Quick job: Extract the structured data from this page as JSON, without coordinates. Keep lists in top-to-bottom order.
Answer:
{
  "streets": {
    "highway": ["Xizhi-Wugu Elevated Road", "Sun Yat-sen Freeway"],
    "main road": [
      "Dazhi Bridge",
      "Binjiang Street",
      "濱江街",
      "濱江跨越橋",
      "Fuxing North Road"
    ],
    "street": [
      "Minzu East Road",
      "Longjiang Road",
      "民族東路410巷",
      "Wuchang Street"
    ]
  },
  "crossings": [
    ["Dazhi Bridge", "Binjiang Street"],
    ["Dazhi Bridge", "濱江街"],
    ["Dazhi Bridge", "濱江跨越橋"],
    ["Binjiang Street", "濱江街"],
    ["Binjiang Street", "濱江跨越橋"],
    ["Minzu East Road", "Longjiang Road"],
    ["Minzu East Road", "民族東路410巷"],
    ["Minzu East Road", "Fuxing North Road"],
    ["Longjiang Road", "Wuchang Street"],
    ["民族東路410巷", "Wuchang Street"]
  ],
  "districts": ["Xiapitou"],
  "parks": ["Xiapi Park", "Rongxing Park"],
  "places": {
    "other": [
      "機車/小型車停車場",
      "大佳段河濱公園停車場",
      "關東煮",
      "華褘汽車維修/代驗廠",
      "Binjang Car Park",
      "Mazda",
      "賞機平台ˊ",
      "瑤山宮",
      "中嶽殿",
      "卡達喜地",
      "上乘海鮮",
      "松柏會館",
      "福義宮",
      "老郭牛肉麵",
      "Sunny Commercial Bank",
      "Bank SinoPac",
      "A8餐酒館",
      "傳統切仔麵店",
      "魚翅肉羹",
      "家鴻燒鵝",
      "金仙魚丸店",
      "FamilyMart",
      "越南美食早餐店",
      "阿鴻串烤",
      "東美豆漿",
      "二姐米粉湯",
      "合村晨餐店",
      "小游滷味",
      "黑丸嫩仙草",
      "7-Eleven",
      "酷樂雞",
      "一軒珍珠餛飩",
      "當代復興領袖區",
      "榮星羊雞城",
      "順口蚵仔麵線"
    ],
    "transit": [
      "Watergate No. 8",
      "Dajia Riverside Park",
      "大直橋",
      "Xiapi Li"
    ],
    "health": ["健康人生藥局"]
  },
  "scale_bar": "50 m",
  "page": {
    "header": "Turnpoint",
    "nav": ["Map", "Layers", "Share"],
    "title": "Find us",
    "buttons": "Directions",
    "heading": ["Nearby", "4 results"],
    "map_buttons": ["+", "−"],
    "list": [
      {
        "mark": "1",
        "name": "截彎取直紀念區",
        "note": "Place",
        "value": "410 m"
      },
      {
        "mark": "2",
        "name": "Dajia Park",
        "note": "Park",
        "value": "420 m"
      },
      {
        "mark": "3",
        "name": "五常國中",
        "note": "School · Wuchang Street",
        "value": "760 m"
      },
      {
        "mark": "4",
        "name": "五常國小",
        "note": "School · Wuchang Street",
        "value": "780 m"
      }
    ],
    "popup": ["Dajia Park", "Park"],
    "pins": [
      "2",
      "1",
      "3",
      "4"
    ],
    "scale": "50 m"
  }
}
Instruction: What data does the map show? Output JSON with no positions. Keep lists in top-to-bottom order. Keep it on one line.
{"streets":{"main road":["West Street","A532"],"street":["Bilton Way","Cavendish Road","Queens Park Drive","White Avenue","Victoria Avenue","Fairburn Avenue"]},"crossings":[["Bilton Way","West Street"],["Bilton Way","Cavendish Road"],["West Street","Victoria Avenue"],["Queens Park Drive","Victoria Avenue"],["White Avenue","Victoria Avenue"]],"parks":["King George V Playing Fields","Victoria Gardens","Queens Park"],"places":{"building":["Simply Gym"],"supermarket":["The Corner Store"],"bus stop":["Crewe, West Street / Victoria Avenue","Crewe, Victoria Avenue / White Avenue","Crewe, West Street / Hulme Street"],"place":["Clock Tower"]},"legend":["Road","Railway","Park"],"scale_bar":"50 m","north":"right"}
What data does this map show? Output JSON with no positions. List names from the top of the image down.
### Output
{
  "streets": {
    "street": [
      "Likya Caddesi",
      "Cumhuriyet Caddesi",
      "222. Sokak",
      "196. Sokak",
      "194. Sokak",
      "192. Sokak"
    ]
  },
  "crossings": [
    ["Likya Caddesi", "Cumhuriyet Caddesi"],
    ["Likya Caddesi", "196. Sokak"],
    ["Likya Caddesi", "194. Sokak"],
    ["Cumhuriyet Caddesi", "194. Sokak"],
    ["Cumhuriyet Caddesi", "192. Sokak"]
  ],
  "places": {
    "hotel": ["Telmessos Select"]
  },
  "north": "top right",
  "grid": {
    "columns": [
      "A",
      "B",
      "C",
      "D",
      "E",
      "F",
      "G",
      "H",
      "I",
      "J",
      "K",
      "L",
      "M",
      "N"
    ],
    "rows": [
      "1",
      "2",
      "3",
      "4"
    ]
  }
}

=== PROBLEM TO WORK ON ===
Count how many lines of the material hold the string "Bank". Give the number and nothing more.

=== COMPLETED TASK ===
2